I thought that if painlove were a human feeling, it would feel like a friend of mine once described her loving sadness, as a heart like a split plum. As in, it hurts to love you this much. As in, it hurts me to love you but I will choose it this way.
Or perhaps the feeling is more specific, extreme. The simmering, hive-covered skin of a mother giving birth. A roar from a mother when her child’s life is seized.
During those weeks, I attended to church the way one attends to a Holocaust museum: shell-shocked and self-controlled. I lit candles. I remembered Aria.
Aria’s mother and mine, along with several of their friends, started video chatting once per week online. A long-distance support group.
I began to date a practicing Catholic, which I am not, but which I find a smart and robust faith.
On one of our dates, we began to talk about suffering. Catholics have a nuanced theology of suffering that I haven’t studied in any depth, but as she spoke, the posture of her belief reminded me of Rilke’s poem, of how the human narrator begs to—in some sense—suffer God; of how knowing God, who is love, is painful; and how this is also what Christ experienced in its fullness when he was crucified, knowing (himself) God, who is love, which is painful.
Over pizza, my girlfriend and I listed worlds of pain: blushingpain, starvingpain, numbingpain, surprisepain, deathpain, painlove.
I tried to impress her, misquoting William Blake’s line: I want to learn to endure the beams of love.
It is some endurance.
As a cut scars over and a heel callouses, a body transmogrifies to accommodate pain. Christ’s wrists and ankles are deformed even after his rebirth. This ruination seals him as the Christ. Without this deformity there is no love.
My headaches waned but did not subside.
What then? My mother crocheted a grinning monster of yarn designed to encase a tissue box. A papery flight of tongue for licking snot and tears—just the thing that would have made Aria giggle or holler.

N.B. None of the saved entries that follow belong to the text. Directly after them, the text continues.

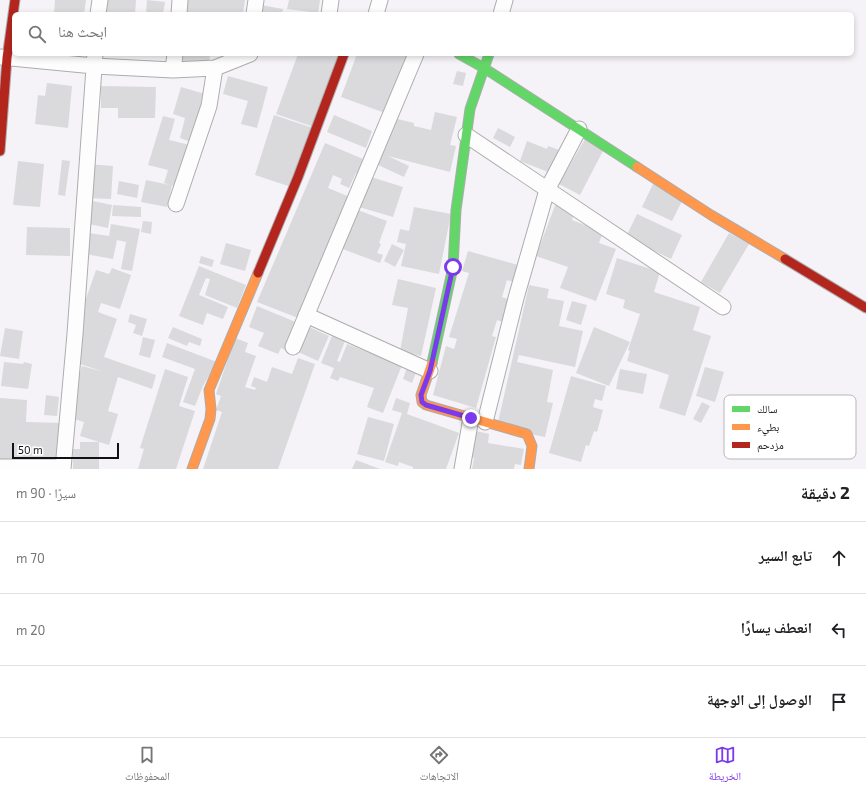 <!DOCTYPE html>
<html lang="ar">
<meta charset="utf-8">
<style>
body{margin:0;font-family:"Exo 2","Noto Naskh Arabic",sans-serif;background:#f2f2f2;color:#202124;direction:rtl}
.scale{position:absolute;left:12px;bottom:10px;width:107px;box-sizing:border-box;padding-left:4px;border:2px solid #121013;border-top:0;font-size:11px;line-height:14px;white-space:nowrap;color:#121013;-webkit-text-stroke:3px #fff;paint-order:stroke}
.stop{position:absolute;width:12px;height:12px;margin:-9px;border:3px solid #7c3aed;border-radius:50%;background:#fff}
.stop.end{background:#7c3aed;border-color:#fff;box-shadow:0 1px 4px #0008}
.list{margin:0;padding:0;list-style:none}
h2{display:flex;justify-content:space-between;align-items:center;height:52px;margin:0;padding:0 16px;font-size:17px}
h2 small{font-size:13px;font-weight:400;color:#757577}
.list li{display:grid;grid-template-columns:26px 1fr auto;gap:12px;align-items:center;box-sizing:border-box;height:72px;padding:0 16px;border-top:1px solid #e0e0e0}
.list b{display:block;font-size:15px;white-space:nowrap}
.list em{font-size:13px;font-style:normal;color:#757577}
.icon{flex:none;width:22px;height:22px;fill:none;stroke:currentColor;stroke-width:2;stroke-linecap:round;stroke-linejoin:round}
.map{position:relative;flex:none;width:866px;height:469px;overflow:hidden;direction:ltr}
.search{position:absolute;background:#fff;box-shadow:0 2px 6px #0003;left:12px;right:12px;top:12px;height:44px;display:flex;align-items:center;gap:10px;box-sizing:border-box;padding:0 14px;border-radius:6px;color:#757577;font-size:15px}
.sheet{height:268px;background:#fff}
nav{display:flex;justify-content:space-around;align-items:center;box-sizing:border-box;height:56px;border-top:1px solid #e0e0e0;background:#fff;font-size:11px;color:#757577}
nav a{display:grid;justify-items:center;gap:2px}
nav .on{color:#7c3aed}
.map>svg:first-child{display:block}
</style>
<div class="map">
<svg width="866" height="469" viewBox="0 0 866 469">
<rect width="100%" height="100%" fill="#f5f3f7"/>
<!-- building -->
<path fill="#dad9dc" d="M55 0H86L84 14H54Z
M106 0H136L135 14H105Z
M147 0 165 2 163 14H146Z
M185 0H245L243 14H183Z
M289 0H320L318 13 287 9Z
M261 5 283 9 282 14H259Z
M178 54H210L209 63 178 61Z
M298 54 327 56 328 54H340L314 127 276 114Z
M357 54H408L385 113 341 97Z
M457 71 466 73 463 86 453 84Z
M228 76 268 87 257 128 241 124 248 101 223 94Z
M47 83 72 86 68 128 35 124 38 95 45 96Z
M101 86 156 87 155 118H118V108H101Z
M181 87 205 94 191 142 180 138 185 118 173 114Z
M435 112 457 117 450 145 456 146 450 172 388 156 409 166 404 177 376 164 389 117 414 123V126L431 130Z
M274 115 313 128 294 188 255 175Z
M334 115 372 131 366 148 327 132Z
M163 116 175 119 169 140 194 146 187 173 178 171 174 186 172 185 167 207 141 202 146 180 170 185 164 183 168 170 148 165Z
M498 128 515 137 510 147 493 138Z
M585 139 604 149 580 195 559 184Z
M527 141 547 149 548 146 562 151 553 174 520 161Z
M325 143 368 161 362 175 356 173 349 188 340 184 342 179 333 175 328 188 350 197 298 318 257 302Z
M62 160 70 161 65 196 58 195Z
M18 161 44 164 40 207 13 205Z
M88 164 113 166 111 199 86 198Z
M368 176 403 187 393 217 359 207Z
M119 181 139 185 137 198 117 194Z
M653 184 683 199 672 221 642 207Z
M93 201 112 205 108 228 89 224Z
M556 203 575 210 572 220 603 232 599 243 616 249 596 301 560 288 568 267 536 256Z
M113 205 141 207V217L112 216Z
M414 207 451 214 439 274 401 266 406 244 397 242 400 229 409 231Z
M355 209 387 221 379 243 381 244 377 253 383 255 380 263 340 248Z
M637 214 682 235 671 259 626 237Z
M143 221 152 222 151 234 141 232Z
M111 224 140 229 132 271 121 269 126 242 117 240 113 259 85 254 89 233 109 236Z
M27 227 70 228V256L26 255Z
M729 233 749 244 720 293 701 282Z
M226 243 251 250 245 271 220 264Z
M392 244 404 250 395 267 384 261Z
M468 251 518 265 513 282 507 280 502 297 510 300 503 322 497 320 492 336 496 337 476 408 433 395 446 346 454 349 457 339 449 337 469 273 462 271Z
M201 256 214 260 212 267 199 263Z
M617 258 660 272 654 292 700 307 693 330 711 336 685 416 659 408 669 375 627 361 630 351 628 350 640 314 623 308 625 300 606 294Z
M199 266 246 285 237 308 205 295 210 279 206 278 199 295 228 307 223 319 207 313 203 325 179 316Z
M112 268 131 275 120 309 101 303 98 312 117 319 104 357 156 375 152 389 118 377 108 411 118 414 109 445 80 436 84 422 67 417 82 366 104 372 65 359 96 270 109 274Z
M398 279 436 288 421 356 400 351 408 308 392 305Z
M529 285 549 289 547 298 564 301 559 326 583 331 575 367 519 355 517 362 553 370 547 402 553 403 545 437 497 427Z
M572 301 587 305 581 325 566 320Z
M257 306 298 323 287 351 281 348 278 354 258 346 264 333 249 327Z
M130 314 147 319 142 336 133 333 136 325 128 322Z
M307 326 329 336 318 361 296 351Z
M173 327 202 339 200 346 189 342 187 346 168 338Z
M594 327 630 342 609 386 576 373Z
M5 328 23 331 19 359 0 356Z
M332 336 345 341 337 361 340 362 347 344 402 365 383 413 367 407 374 388 340 377 338 381 330 378 334 368 321 363Z
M143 337 155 340 150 358 139 355Z
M235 338 248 343 245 352 256 356 245 387 255 390 256 388 251 386 254 377 267 382 272 367 292 374 298 358 315 364 278 469H203L222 412 216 410 221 396 216 394Z
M167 343 217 362 203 386 195 406 183 402 195 369 162 357Z
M4 362 23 364 24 362 32 364 28 389 1 386Z
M407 367 417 370 412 383 403 379Z
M705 367 724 372 715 402 696 396Z
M165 369 188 377 179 406 195 411 176 469H138L144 449 140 448Z
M620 369 647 374 643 394 616 389Z
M571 376 606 386 602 401 595 399 593 407 603 410 597 432 594 431 589 446 586 445 581 462 549 453Z
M46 395 59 397 57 416 44 415Z
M0 398 27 400 26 422 62 423 60 466 0 467Z
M396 398 410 403 407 414 459 433 446 469H413V467L399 462 398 466 385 462 402 413 392 410Z
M702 402 710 406 701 423 693 419Z
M368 417 394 424 384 461 357 454Z
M476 431 489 434 488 443 524 449 521 465 515 464 514 469H472L474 458 472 457Z
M80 442H99V469H73V449H80Z
M356 460 380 469H352Z"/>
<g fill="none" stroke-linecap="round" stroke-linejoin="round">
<defs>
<path id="street" d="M98 14 100 0
M179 14 180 0
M254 14 256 0
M329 14 331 0
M376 14 380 0
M501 14 505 0
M0 57 94 66 173 70 215 68 250 54
M173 70 175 54
M466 135 723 307
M176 204 209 106 215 68
M306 315 430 371
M293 347 416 54
M485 422 516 298 547 190 579 129
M0 467H63
M63 469 75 334 95 54
M462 469 471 418"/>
<path id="fast" d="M459 54 484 68 637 167
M432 363 453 267 456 210 470 109 489 54"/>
<path id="slow" d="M637 167 711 215 785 259
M432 363 421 395 422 402 426 405 527 434 532 446 529 469
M192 469 210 419 211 409 209 390 258 273"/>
<path id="jam" d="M0 151 7 58 15 0
M785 259 866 308
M258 273 298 177 344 54"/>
</defs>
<!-- street casing -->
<use href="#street" stroke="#adacae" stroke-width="17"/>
<!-- fast casing -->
<use href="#fast" stroke="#adacae" stroke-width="11"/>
<!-- slow casing -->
<use href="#slow" stroke="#adacae" stroke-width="11"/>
<!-- jam casing -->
<use href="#jam" stroke="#adacae" stroke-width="11"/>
<!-- street -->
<use href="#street" stroke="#fefdfe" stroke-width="15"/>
<!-- fast -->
<use href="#fast" stroke="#63d668" stroke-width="9"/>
<!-- slow -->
<use href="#slow" stroke="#ff974d" stroke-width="9"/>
<!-- jam -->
<use href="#jam" stroke="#b3261e" stroke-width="9"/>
</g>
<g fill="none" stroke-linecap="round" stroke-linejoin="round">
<!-- route -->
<path stroke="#7c3aed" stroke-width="5" d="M453 267 430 371 421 395 422 402 426 405 471 418"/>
</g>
<!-- legend -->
<rect x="724" y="395" width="132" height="64" rx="6" fill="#fff" stroke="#b8b7b8" stroke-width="1"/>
<rect x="732" y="406" width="18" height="6" fill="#63d668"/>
<rect x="732" y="424" width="18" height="6" fill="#ff974d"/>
<rect x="732" y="442" width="18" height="6" fill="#b3261e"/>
<g font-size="11" fill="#121013">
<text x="757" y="413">سالك</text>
<text x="757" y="431">بطيء</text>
<text x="757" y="449">مزدحم</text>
</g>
</svg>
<div class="scale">50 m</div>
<div class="stop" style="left:453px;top:267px"></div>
<div class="stop end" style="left:471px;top:418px"></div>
<div class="search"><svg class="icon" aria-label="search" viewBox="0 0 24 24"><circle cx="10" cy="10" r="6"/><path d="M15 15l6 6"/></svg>ابحث هنا</div>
</div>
<section class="sheet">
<h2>2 دقيقة<small>سيرًا · 90 m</small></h2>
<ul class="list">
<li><svg class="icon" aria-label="ahead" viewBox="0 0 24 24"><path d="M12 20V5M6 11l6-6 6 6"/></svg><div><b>تابع السير</b></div><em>70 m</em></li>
<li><svg class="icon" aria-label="left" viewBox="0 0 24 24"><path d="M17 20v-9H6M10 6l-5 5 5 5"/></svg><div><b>انعطف يسارًا</b></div><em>20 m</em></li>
<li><svg class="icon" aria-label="arrive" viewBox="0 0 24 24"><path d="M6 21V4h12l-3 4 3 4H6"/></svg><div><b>الوصول إلى الوجهة</b></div></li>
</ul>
</section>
<nav>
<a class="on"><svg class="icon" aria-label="map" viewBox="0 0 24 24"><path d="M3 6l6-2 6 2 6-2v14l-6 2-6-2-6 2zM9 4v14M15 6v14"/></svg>الخريطة</a>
<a><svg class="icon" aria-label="directions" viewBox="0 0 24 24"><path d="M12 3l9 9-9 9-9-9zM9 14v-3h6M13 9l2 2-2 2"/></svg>الاتجاهات</a>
<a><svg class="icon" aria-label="saved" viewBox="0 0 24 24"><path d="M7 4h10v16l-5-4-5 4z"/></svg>المحفوظات</a>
</nav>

In a Mexican folk teaching, each person dies three deaths: when your body dies and the physicality of you loses meaning, when you are lowered into the ground and disappear from sight, and when there is no one left alive to remember you.

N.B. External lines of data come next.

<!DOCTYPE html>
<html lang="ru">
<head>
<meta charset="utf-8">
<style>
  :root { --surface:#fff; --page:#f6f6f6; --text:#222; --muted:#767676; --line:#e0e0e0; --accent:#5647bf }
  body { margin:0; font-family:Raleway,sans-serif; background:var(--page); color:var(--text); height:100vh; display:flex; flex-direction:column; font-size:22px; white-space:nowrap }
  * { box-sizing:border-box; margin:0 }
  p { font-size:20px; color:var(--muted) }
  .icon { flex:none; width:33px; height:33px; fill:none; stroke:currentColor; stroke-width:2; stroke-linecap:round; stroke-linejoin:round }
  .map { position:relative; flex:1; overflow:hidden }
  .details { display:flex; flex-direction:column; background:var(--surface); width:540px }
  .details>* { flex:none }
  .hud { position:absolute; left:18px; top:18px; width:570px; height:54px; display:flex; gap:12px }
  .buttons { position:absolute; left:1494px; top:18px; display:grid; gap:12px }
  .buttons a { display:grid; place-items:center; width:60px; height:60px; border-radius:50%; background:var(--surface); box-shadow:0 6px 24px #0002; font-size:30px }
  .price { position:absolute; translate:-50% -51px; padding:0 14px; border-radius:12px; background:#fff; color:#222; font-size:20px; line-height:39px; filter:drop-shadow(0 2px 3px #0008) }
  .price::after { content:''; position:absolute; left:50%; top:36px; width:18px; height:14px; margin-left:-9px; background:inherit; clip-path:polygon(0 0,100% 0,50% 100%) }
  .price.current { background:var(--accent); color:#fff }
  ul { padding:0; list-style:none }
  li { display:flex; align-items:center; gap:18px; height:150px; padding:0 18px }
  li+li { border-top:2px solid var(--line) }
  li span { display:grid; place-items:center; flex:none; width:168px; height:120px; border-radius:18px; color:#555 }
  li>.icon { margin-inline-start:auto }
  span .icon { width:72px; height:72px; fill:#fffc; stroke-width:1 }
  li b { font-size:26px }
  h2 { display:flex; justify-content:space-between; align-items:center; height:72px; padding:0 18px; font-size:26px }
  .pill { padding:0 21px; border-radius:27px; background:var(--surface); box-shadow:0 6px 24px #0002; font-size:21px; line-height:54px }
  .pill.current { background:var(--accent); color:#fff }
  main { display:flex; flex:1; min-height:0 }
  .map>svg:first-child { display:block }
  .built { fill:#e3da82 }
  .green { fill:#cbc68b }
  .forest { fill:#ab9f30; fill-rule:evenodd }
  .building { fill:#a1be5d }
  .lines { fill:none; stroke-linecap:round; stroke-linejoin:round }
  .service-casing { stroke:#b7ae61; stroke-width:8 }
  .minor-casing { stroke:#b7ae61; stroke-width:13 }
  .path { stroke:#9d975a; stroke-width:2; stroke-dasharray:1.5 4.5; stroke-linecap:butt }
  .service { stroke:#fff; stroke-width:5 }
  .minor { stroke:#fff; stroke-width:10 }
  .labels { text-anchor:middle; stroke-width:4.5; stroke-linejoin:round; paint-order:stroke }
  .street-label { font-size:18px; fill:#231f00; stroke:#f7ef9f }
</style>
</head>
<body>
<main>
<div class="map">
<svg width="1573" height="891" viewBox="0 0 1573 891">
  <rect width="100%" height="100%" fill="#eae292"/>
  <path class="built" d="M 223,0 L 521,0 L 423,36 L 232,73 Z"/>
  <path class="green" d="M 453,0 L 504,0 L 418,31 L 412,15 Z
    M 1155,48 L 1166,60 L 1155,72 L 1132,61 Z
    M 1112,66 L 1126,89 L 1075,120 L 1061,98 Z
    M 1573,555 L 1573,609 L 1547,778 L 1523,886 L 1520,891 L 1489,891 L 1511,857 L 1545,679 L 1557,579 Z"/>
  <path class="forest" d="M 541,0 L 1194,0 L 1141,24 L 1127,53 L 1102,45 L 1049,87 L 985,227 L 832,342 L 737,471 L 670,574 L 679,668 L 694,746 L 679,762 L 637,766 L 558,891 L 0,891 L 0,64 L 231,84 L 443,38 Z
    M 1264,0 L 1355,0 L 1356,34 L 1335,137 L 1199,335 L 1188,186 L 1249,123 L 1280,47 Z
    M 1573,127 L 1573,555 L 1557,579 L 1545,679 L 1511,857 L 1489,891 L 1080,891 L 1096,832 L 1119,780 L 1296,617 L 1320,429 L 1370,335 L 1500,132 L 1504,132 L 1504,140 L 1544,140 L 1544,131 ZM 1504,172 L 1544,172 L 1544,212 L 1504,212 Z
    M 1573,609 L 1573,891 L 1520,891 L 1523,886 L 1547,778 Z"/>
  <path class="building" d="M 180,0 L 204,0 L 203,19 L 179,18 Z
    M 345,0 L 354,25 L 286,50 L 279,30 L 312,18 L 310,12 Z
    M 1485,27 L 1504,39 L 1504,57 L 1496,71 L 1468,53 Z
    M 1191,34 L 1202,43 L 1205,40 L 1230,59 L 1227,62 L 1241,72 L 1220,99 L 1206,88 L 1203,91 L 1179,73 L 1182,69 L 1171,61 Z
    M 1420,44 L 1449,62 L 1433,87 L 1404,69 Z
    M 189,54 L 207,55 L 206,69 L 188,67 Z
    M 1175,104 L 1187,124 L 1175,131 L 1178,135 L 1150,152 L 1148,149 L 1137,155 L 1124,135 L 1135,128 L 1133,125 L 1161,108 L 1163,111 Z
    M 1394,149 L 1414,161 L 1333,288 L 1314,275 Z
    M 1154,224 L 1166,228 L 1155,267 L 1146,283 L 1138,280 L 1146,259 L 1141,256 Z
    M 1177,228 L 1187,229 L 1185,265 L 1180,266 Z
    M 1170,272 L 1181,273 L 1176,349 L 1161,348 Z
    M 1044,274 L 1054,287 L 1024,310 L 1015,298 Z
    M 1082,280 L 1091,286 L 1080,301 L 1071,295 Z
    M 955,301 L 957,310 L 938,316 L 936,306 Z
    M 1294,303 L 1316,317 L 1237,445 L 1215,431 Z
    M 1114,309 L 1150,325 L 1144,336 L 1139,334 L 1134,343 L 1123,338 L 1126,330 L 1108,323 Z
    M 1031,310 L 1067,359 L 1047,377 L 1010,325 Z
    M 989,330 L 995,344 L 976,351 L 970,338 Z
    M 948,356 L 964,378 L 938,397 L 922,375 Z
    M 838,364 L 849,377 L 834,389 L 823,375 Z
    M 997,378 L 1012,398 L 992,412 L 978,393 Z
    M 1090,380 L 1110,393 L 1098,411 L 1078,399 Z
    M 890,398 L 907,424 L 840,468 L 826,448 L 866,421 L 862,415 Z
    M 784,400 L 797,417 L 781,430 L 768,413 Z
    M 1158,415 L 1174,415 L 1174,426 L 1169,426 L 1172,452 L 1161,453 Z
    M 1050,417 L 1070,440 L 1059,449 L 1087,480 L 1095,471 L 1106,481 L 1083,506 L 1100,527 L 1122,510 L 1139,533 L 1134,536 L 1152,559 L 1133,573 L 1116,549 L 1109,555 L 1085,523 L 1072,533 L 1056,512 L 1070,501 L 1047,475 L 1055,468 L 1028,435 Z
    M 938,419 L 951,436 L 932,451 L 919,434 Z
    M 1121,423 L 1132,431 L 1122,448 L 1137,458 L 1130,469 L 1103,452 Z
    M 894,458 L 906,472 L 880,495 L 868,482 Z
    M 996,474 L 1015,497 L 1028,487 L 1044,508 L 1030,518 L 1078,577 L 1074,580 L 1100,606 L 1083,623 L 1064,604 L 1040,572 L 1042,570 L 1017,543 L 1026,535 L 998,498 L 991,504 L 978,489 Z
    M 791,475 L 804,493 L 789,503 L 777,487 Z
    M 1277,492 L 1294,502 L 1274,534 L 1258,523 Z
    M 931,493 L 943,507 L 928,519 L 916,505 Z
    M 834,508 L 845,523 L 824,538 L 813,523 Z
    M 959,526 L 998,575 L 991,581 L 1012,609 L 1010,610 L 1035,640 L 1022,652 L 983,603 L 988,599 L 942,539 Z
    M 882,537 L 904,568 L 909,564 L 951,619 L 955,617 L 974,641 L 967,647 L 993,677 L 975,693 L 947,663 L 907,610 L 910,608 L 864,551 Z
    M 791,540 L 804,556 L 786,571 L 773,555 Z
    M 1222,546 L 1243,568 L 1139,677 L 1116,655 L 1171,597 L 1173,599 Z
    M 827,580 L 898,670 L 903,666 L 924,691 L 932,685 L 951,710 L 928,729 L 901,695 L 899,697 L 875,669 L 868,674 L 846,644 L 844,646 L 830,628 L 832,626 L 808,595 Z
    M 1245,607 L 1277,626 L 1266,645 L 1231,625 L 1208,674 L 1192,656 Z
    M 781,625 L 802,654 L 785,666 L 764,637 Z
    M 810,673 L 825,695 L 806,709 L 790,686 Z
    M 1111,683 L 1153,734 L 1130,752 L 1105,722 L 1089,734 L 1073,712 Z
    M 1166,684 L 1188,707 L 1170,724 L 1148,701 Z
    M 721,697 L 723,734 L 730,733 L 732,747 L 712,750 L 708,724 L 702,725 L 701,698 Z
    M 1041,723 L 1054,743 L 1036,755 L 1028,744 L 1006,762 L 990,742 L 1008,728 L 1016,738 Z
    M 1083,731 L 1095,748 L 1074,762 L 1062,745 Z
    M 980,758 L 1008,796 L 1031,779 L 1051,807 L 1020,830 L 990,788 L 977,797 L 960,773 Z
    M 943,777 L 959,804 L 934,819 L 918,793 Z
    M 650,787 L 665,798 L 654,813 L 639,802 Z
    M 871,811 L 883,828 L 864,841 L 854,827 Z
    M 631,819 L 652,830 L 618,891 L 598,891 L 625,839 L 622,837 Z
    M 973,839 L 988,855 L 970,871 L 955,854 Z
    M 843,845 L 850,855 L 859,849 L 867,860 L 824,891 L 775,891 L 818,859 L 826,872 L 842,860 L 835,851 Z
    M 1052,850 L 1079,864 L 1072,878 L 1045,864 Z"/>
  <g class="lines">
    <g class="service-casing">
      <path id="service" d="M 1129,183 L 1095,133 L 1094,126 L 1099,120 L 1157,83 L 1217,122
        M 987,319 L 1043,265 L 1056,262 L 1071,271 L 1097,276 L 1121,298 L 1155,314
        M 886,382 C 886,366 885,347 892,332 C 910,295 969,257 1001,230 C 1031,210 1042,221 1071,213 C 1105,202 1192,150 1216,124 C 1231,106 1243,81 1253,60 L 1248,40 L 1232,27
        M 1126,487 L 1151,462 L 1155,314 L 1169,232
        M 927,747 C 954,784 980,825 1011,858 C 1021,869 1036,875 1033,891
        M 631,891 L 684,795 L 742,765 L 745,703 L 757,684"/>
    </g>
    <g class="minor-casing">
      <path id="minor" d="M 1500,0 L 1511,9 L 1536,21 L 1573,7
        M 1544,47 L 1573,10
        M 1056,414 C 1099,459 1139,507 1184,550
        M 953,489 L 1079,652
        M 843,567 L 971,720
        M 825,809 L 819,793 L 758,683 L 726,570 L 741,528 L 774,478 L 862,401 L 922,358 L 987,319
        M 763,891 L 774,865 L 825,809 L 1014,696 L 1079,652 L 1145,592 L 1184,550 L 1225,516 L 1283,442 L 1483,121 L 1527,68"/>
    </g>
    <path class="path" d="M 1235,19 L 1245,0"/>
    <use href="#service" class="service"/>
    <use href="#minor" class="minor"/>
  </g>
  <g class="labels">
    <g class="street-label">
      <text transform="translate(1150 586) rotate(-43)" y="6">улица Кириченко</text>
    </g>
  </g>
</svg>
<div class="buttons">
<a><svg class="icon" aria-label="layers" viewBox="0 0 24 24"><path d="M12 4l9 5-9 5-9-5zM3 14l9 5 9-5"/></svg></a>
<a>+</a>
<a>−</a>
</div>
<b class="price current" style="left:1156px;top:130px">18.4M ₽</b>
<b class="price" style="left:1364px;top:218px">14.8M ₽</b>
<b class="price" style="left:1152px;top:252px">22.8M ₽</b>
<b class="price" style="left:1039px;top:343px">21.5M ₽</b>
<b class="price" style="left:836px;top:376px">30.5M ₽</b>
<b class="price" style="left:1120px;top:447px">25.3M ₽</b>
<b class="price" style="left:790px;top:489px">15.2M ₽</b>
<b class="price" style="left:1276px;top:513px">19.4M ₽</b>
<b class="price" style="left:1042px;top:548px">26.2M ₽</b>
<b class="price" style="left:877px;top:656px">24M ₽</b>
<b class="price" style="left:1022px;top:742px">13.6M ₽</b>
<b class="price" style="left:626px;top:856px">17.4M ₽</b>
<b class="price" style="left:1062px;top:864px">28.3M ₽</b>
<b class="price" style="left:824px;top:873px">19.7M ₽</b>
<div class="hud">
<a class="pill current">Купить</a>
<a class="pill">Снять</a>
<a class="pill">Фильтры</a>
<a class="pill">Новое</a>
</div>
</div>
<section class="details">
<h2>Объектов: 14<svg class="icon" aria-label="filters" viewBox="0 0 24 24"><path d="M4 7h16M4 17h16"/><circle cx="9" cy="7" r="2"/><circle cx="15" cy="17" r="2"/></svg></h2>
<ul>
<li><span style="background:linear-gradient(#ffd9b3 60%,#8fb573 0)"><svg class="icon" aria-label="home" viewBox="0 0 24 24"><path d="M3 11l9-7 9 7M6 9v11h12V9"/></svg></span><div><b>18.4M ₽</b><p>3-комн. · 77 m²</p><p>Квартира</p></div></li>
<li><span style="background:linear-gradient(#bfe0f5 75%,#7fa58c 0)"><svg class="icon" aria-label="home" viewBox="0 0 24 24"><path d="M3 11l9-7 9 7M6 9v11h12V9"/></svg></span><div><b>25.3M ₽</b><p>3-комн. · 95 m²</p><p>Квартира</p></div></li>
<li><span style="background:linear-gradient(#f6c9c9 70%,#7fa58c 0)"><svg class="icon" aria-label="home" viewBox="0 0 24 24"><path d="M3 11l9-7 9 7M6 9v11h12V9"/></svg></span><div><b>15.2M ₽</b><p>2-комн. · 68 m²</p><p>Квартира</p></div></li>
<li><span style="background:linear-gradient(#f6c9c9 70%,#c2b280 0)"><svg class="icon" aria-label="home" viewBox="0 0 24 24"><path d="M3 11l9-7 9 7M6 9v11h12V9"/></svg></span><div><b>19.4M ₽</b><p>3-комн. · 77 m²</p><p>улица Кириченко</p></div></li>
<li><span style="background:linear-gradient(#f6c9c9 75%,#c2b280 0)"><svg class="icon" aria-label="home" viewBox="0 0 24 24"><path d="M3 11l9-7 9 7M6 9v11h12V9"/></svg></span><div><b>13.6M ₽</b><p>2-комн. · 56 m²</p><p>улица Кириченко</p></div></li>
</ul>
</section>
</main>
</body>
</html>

Aria will not die thirdly for a very long time.
Nor will many. Because we will continue to enter the dimly lit museum and the church and remember the dying and the gone. We are, in no exaggerated terms, the survivors. We live as a sad people. It seems that it should not be this way, and it is.
But we might accommodate—which is to say, house, and then become, and then change—this pain.
With all the transmutational power of a song.